**What is being asked**:
Repeat, exactly and with no pictures, the lines that run from the beginning of the entries through the line containing "for (const r".

-------- Source data

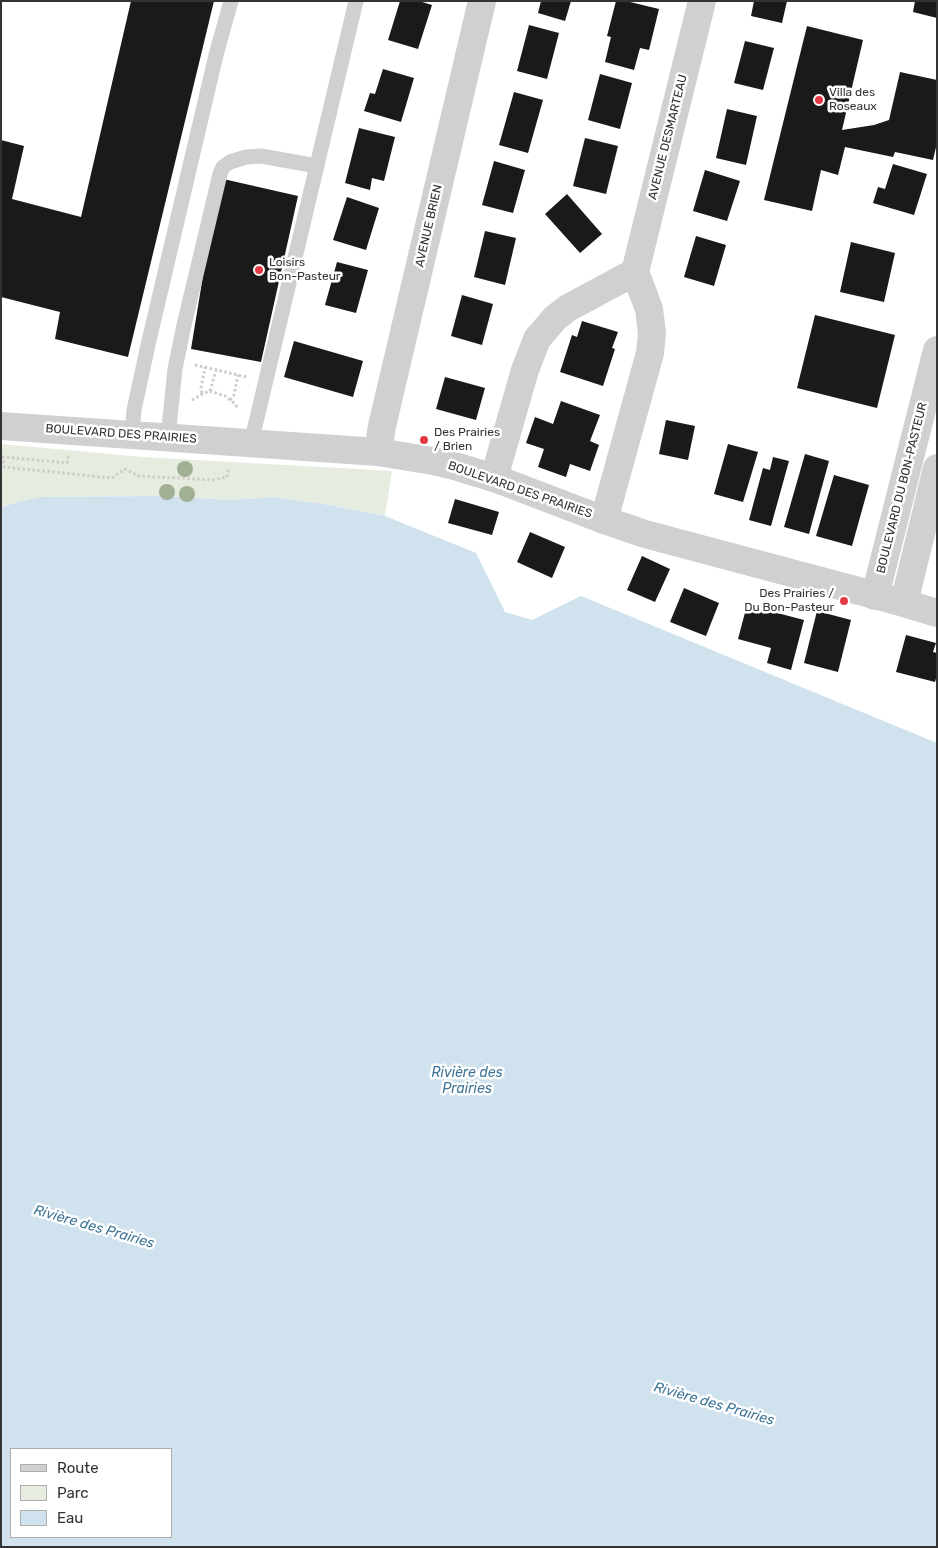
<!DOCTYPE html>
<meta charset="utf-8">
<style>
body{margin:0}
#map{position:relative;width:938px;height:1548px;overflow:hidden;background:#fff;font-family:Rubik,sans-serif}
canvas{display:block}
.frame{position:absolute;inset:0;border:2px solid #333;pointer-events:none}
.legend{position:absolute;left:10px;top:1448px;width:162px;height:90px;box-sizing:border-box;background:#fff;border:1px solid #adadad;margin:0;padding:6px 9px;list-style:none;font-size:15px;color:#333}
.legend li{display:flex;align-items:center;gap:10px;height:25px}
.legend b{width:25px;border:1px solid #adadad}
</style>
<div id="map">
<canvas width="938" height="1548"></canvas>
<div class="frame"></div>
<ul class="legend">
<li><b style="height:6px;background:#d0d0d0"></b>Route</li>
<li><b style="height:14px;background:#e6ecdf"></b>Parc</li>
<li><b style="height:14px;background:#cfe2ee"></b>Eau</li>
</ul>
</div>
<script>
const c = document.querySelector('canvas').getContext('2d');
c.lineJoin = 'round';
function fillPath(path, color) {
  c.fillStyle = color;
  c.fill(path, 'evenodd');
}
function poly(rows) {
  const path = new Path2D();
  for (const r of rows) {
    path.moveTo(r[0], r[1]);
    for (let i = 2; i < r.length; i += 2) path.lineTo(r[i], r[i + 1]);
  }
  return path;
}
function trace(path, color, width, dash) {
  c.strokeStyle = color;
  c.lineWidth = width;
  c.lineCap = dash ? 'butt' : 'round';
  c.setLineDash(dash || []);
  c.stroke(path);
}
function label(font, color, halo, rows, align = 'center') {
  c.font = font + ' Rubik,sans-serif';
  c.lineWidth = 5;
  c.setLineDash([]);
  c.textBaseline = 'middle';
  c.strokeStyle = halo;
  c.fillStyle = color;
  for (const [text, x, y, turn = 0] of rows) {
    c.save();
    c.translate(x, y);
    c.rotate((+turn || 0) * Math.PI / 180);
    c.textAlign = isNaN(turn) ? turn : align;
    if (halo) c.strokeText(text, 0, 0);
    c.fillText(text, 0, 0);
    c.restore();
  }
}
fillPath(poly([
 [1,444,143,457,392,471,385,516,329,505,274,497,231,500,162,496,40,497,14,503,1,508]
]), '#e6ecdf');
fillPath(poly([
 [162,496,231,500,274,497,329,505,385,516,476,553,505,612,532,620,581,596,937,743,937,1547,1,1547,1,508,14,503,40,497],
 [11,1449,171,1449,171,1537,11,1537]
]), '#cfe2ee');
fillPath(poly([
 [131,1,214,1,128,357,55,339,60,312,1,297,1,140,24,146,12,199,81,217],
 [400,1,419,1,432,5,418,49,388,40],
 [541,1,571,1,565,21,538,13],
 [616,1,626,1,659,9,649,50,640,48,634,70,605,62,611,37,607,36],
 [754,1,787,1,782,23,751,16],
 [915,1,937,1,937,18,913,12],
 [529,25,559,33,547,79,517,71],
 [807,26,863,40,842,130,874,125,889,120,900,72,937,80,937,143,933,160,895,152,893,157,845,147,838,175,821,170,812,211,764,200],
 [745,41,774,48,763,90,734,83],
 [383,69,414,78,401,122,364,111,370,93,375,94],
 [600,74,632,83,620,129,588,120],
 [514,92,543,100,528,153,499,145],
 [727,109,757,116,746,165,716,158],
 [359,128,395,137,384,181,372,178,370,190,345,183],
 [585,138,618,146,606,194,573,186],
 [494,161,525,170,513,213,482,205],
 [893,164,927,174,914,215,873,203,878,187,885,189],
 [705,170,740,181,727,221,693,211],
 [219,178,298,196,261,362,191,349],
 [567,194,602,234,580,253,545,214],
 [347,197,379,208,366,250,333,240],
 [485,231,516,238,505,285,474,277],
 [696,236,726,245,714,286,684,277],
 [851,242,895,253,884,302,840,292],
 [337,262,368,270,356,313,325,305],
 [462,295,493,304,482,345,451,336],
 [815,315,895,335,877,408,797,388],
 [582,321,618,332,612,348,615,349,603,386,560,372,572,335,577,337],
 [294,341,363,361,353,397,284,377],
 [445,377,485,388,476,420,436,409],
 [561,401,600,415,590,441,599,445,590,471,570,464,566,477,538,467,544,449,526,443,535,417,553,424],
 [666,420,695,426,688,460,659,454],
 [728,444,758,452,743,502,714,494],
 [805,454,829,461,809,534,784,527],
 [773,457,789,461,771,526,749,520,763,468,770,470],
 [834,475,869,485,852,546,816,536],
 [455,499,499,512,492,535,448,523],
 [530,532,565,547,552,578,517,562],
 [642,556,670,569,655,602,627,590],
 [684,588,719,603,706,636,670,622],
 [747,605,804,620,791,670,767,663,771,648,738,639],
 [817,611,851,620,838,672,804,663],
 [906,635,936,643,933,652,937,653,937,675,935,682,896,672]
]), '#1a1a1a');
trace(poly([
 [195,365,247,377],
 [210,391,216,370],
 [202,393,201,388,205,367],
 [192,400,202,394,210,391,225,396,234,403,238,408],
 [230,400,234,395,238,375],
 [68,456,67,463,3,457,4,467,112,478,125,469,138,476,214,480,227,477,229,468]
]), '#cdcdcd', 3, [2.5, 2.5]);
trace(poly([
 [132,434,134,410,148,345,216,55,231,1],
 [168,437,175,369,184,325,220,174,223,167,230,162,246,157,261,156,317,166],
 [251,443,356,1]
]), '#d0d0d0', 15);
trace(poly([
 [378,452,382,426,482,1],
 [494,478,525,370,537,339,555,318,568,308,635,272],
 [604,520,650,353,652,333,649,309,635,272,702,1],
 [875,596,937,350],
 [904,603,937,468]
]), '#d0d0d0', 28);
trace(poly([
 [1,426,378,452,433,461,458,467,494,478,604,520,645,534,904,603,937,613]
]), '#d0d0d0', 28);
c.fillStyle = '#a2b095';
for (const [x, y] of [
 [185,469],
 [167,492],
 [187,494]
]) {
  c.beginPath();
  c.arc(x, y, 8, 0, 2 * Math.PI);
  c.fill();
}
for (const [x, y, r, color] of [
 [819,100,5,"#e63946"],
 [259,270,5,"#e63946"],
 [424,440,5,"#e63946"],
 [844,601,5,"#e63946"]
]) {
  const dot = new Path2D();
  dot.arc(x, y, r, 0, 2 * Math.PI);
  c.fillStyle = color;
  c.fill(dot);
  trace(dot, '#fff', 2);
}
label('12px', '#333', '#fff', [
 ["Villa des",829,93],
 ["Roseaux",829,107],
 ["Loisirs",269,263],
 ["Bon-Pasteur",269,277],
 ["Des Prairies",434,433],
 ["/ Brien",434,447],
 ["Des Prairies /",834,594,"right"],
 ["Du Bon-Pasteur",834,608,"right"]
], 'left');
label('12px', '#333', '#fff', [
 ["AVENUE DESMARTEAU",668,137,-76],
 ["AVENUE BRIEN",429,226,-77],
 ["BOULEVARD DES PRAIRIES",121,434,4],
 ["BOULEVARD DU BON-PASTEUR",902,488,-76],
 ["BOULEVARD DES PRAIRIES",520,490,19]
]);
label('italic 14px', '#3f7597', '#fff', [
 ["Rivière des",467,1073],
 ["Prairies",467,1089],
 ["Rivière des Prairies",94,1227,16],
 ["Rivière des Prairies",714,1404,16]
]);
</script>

----------------

**Output below**:
<!DOCTYPE html>
<meta charset="utf-8">
<style>
body{margin:0}
#map{position:relative;width:938px;height:1548px;overflow:hidden;background:#fff;font-family:Rubik,sans-serif}
canvas{display:block}
.frame{position:absolute;inset:0;border:2px solid #333;pointer-events:none}
.legend{position:absolute;left:10px;top:1448px;width:162px;height:90px;box-sizing:border-box;background:#fff;border:1px solid #adadad;margin:0;padding:6px 9px;list-style:none;font-size:15px;color:#333}
.legend li{display:flex;align-items:center;gap:10px;height:25px}
.legend b{width:25px;border:1px solid #adadad}
</style>
<div id="map">
<canvas width="938" height="1548"></canvas>
<div class="frame"></div>
<ul class="legend">
<li><b style="height:6px;background:#d0d0d0"></b>Route</li>
<li><b style="height:14px;background:#e6ecdf"></b>Parc</li>
<li><b style="height:14px;background:#cfe2ee"></b>Eau</li>
</ul>
</div>
<script>
const c = document.querySelector('canvas').getContext('2d');
c.lineJoin = 'round';
function fillPath(path, color) {
  c.fillStyle = color;
  c.fill(path, 'evenodd');
}
function poly(rows) {
  const path = new Path2D();
  for (const r of rows) {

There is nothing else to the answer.